Dabei starben eine Mutter und ihre zwei Jahre alte Tochter, 44 weitere Personen hätten sich zum Teil lebensgefährliche oder schwere Verletzungen zugezogen. Der Anklage zufolge beging der Beschuldigte die Tat auch „aus einer übersteigerten religiösen Motivation heraus“.
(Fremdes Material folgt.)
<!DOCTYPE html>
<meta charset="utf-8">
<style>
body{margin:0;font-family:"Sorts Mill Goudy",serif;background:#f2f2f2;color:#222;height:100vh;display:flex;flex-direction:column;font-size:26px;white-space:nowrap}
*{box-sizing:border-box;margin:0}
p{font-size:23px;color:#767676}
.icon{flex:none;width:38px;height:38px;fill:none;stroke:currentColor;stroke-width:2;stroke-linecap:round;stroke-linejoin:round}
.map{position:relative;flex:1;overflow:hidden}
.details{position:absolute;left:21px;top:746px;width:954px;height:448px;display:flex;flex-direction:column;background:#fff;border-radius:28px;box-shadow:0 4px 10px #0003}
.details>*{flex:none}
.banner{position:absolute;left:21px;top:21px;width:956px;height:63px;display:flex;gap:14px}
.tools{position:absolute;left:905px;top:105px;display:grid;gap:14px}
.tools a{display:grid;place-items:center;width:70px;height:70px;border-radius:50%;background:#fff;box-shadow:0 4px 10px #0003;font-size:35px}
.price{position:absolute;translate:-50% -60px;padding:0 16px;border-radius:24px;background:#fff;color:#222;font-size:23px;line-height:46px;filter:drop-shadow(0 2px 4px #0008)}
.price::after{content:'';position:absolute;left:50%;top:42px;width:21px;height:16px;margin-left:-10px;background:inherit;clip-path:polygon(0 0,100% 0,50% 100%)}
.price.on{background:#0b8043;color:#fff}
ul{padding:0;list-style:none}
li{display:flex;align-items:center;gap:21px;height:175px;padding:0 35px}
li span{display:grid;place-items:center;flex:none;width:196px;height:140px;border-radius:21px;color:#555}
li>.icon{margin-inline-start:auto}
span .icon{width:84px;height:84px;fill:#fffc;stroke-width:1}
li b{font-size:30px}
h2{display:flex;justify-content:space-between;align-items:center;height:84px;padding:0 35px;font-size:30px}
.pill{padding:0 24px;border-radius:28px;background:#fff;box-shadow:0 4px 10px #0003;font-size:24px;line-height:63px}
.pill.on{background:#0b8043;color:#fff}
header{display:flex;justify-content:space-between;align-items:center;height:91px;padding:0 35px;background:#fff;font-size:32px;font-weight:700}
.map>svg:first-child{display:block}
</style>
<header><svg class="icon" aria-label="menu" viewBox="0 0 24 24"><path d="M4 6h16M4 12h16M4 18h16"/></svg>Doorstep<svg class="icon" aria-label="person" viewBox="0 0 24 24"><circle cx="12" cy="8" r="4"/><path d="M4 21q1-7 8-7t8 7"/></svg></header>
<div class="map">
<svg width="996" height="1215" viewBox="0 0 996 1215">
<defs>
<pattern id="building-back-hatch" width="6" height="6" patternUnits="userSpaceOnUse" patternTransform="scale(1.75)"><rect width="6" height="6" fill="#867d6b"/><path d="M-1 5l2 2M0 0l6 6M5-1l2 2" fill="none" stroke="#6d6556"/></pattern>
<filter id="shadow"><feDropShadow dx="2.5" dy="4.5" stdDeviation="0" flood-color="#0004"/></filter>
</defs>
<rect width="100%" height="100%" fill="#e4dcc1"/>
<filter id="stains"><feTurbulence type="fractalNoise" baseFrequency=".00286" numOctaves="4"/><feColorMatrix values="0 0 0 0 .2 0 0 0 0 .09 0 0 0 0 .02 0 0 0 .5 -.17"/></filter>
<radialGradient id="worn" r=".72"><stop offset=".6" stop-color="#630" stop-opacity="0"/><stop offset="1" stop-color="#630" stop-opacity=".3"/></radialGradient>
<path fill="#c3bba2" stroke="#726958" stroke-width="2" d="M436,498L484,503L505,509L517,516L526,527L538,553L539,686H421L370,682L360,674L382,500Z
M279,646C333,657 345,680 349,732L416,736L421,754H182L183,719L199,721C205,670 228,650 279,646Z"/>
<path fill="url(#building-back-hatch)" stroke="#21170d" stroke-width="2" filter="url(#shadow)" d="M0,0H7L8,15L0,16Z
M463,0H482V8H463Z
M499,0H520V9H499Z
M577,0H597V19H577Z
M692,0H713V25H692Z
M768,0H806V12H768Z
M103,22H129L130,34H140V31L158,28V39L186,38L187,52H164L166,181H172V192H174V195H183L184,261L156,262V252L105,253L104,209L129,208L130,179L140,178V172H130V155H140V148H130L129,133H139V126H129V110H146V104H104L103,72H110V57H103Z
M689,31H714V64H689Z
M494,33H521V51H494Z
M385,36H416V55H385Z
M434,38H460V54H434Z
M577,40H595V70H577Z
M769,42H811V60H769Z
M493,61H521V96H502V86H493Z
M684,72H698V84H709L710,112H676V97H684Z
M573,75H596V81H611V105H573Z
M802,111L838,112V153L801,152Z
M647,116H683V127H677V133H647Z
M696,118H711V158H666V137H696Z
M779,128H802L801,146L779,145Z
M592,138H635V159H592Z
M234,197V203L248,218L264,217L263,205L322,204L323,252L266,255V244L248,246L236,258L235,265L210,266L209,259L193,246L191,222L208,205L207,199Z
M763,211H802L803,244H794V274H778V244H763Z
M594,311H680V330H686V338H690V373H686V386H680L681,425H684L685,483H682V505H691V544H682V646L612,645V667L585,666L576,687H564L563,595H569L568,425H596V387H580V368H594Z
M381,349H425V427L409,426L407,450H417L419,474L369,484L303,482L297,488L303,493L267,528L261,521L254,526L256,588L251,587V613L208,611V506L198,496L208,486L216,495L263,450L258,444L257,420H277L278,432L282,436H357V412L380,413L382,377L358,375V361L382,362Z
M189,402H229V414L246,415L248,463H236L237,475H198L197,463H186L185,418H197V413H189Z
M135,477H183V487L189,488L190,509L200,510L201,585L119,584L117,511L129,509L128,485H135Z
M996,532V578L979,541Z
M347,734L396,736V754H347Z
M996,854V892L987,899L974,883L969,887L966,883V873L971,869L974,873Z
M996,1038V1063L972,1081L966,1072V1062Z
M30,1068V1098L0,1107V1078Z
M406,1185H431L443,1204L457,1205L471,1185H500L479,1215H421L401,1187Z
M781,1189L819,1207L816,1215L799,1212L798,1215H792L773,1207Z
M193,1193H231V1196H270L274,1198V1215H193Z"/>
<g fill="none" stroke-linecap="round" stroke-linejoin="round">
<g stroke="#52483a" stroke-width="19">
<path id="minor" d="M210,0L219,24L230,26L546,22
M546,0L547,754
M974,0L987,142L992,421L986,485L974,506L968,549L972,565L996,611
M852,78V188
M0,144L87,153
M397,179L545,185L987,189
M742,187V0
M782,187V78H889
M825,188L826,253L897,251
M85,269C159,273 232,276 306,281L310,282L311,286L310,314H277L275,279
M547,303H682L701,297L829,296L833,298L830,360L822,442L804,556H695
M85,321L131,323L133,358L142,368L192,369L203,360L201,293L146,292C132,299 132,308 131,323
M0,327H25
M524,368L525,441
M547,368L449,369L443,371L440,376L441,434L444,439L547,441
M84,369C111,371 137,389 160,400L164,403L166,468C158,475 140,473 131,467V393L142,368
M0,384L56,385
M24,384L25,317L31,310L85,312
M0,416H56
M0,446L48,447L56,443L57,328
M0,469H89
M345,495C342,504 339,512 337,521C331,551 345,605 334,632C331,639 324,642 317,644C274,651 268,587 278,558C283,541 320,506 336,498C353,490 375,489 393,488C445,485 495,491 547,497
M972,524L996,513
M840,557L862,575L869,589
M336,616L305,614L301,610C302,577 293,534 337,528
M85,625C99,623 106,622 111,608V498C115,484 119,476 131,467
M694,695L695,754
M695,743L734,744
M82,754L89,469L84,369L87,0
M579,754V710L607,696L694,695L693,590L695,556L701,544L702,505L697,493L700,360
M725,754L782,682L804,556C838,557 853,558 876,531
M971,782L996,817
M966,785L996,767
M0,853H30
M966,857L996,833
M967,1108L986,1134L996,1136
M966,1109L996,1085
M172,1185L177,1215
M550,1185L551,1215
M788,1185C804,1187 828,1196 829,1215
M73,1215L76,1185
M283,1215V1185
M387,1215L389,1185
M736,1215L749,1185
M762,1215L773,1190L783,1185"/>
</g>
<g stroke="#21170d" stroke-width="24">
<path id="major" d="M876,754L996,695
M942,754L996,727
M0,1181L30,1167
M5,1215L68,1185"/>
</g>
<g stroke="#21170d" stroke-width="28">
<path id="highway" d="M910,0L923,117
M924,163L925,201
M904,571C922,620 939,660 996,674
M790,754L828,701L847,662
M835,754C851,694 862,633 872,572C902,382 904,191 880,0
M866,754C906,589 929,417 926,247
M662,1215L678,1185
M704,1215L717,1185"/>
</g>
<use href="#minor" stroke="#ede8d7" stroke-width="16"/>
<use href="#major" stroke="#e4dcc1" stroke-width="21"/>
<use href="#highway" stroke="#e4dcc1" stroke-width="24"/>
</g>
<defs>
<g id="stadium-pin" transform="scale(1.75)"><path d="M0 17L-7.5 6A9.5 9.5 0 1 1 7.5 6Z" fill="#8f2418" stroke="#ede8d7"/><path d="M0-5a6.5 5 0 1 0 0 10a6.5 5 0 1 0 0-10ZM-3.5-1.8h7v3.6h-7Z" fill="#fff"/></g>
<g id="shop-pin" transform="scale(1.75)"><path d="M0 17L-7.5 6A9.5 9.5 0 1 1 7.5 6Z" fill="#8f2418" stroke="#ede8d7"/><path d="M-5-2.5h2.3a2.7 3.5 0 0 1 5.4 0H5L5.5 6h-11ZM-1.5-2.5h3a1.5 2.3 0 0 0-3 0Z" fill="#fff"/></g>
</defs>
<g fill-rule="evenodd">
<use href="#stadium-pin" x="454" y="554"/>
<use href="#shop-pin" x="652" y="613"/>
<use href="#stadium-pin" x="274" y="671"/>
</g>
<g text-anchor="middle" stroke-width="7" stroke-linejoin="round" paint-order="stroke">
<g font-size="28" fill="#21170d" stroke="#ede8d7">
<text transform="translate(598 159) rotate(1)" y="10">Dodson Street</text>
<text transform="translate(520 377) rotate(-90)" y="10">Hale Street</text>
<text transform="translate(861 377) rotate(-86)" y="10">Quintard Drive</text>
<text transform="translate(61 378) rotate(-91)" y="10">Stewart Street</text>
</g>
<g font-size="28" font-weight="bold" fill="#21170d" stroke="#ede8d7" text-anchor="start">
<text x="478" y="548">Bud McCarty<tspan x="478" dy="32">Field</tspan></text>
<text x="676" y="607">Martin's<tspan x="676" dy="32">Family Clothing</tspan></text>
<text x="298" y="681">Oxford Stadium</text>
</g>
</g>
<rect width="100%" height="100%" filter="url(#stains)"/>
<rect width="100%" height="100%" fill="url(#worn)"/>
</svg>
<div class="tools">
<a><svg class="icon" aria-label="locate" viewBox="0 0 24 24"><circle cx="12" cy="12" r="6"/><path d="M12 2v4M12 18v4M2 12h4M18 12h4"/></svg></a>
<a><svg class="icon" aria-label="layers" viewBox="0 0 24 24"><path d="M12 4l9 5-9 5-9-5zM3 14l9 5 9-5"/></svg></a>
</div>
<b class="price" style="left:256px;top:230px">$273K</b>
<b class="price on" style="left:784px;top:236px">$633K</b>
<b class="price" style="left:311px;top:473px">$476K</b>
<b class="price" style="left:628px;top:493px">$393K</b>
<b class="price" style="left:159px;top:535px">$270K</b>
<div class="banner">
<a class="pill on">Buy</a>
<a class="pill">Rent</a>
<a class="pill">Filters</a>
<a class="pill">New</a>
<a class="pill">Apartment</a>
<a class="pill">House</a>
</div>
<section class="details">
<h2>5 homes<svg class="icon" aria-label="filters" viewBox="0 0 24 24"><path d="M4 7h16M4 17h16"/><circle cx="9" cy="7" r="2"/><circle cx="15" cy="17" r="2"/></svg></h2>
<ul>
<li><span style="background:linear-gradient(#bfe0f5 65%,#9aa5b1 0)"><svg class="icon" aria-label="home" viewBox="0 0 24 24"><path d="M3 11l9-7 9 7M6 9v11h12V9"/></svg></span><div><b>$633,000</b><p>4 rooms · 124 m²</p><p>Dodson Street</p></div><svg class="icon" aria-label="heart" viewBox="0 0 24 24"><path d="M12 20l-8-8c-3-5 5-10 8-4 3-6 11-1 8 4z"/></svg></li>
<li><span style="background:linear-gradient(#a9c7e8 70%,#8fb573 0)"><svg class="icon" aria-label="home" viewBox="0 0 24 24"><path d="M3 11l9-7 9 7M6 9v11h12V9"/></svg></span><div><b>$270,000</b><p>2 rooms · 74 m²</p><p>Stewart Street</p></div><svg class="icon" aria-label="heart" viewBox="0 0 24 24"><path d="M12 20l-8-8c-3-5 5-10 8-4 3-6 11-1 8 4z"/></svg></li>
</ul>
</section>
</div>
„Nach den Erkenntnissen der Bundesanwaltschaft ist diese mutmaßliche Radikalisierung – genau darum wird sich auch die Hauptverhandlung natürlich drehen – erst unmittelbar vor der Tat, in den letzten Monaten vor der Tat, eingetreten. Der Angeklagte, ein mittlerweile 25-jähriger afghanischer Staatsangehöriger, war im Jahr 2016 als Flüchtling unbegleitet nach Deutschland eingereist und galt als durchaus integriert“, so OLG-Sprecher Laurent Lafleur.
Farhad N. wurde am Tag der Tat festgenommen und befand sich seitdem in Untersuchungshaft. In seiner Vernehmung habe er eingeräumt, bewusst in die Teilnehmerinnen und Teilnehmer des Demonstrationszugs gefahren zu sein. Sein Anwalt kündigte an, dass er sich im Verfahren nicht äußern wolle.
Viele der Opfer leiden bis heute unter den Folgen der Tat, sei es physisch oder psychisch, berichtet der Vertreter von acht Nebenklägern: „Ich kann jetzt nicht auf die Einzelnen eingehen, aber sie haben natürlich immer noch in ihrer gesamten Lebensgestaltung extremste Einschränkungen und erhoffen sich hier ein lückenloses Aufklären. Und die Nebenklage wird dafür sorgen, dass auch die Opferperspektive hier in den Mittelpunkt gerückt wird“, sagt Verteidiger der Nebenkläger, David Mühlberger.
Für die Hauptverhandlung, die im größten Sitzungssaal des Oberlandesgericht München stattfindet, hat der Vorsitzende des sogenannten Staatsschutzsenats nach offiziellen Angaben 38 Termine angesetzt. Das Urteil könnte dann am 25. Juni fallen.